Spectral Path Regression: Directional Chebyshev Harmonics for Interpretable Tabular Learning
This addresses the challenge of interpretable and efficient learning for continuous-feature tabular regression, though it is an incremental improvement over existing approximation methods.
The paper tackled the problem of scaling classical Chebyshev polynomials for multivariate tabular data by introducing directional harmonic modes, which avoid exponential scaling and axis-aligned constraints, resulting in models that achieve competitive accuracy on standard benchmarks while being compact and interpretable.
Classical approximation bases such as Chebyshev polynomials provide principled and interpretable representations, but their multivariate tensor-product constructions scale exponentially with dimension and impose axis-aligned structure that is poorly matched to real tabular data.

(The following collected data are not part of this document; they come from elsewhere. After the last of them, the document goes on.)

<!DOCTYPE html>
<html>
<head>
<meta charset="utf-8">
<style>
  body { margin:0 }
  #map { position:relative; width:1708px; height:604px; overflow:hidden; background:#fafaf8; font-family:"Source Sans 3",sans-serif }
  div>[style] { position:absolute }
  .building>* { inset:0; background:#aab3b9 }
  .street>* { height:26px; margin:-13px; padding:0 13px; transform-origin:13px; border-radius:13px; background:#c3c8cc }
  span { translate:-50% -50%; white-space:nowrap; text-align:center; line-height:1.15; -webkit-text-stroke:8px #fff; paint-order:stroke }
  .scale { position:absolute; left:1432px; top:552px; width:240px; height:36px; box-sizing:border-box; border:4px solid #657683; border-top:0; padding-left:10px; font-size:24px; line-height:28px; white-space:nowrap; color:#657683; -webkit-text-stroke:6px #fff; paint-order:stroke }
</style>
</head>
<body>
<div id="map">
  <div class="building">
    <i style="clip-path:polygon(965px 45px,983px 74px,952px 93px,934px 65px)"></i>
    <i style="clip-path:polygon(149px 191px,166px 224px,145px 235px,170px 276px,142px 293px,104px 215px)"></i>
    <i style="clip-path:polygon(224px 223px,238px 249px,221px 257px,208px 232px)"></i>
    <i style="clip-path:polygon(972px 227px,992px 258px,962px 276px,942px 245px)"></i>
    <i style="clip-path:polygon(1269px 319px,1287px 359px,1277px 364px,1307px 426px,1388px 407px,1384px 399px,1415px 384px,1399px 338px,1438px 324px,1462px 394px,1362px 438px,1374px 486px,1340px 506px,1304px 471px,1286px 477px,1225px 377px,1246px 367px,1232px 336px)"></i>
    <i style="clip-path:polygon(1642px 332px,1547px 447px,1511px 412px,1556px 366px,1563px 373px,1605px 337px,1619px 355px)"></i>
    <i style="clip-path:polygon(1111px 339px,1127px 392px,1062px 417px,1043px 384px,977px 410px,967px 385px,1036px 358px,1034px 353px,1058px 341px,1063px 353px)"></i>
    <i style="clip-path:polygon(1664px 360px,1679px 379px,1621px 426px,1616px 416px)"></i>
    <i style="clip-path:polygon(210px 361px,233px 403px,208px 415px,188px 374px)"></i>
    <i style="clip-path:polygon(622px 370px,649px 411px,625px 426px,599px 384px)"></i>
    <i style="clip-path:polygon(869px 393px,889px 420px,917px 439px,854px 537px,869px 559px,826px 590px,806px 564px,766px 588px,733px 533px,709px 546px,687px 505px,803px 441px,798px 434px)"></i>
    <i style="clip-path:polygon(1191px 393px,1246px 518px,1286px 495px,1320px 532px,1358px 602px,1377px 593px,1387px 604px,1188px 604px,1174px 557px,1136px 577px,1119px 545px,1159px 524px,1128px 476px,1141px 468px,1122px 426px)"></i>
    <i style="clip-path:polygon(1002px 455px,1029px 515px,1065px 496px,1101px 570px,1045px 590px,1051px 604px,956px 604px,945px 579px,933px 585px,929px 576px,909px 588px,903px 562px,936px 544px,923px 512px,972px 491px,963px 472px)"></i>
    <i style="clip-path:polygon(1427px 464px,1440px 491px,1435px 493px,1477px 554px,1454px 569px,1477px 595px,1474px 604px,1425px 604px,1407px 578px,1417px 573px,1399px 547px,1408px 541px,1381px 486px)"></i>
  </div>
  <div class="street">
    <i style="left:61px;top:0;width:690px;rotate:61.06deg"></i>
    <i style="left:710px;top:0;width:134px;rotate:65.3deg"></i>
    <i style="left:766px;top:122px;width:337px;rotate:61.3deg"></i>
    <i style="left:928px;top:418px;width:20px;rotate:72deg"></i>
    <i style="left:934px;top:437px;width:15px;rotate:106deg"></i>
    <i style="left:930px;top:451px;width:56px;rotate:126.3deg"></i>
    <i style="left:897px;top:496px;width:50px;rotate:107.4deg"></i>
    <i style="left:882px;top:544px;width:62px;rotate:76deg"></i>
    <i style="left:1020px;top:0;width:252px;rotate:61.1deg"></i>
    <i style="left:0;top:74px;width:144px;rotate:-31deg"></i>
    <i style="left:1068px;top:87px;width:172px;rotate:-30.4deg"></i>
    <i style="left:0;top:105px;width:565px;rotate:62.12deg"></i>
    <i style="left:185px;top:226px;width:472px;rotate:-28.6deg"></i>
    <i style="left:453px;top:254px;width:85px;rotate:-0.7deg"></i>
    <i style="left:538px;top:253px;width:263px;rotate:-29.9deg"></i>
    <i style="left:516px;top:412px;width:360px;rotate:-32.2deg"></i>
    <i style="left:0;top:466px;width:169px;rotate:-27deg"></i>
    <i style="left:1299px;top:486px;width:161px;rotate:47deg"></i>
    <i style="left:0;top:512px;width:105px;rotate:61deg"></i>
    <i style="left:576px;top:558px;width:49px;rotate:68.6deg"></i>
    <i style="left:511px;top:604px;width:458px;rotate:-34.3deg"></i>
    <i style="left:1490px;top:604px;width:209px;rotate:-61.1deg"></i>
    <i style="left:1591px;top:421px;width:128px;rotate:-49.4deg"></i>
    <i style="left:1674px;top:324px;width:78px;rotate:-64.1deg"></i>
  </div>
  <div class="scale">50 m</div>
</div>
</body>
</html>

We address this by replacing tensorised oscillations with directional harmonic modes of the form $\cos(\mathbf{m}^{\top}\arccos(\mathbf{x}))$, which organise multivariate structure by direction in angular space rather than by coordinate index. This representation yields a discrete spectral regression model in which complexity is controlled by selecting a small number of structured frequency vectors (spectral paths), and training reduces to a single closed-form ridge solve with no iterative optimisation. Experiments on standard continuous-feature tabular regression benchmarks show that the resulting models achieve accuracy competitive with strong nonlinear baselines while remaining compact, computationally efficient, and explicitly interpretable through analytic expressions of learned feature interactions.